Report every line of the records that contains the word "value".
—————
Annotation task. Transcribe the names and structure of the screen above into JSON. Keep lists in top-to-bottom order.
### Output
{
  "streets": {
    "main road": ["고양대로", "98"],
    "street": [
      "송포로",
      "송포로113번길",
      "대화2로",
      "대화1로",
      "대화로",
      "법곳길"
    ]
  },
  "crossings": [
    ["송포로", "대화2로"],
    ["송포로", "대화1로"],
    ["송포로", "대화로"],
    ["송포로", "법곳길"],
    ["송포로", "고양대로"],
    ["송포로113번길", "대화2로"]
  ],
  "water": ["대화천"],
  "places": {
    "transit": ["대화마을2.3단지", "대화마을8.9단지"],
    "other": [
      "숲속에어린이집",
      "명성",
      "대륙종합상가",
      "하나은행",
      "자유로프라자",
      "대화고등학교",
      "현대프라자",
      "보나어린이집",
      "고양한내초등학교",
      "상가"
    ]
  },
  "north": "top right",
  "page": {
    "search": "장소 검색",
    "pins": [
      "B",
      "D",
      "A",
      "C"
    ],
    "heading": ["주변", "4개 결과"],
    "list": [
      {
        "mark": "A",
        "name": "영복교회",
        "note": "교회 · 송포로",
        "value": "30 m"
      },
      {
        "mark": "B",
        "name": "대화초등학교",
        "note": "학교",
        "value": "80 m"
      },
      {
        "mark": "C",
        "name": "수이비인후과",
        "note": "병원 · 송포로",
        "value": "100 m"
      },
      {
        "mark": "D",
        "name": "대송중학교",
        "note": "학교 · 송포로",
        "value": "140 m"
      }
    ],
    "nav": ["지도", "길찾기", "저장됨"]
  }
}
—————
- _TASK RESULT_
        "value": "30 m"
        "value": "80 m"
        "value": "100 m"
        "value": "140 m"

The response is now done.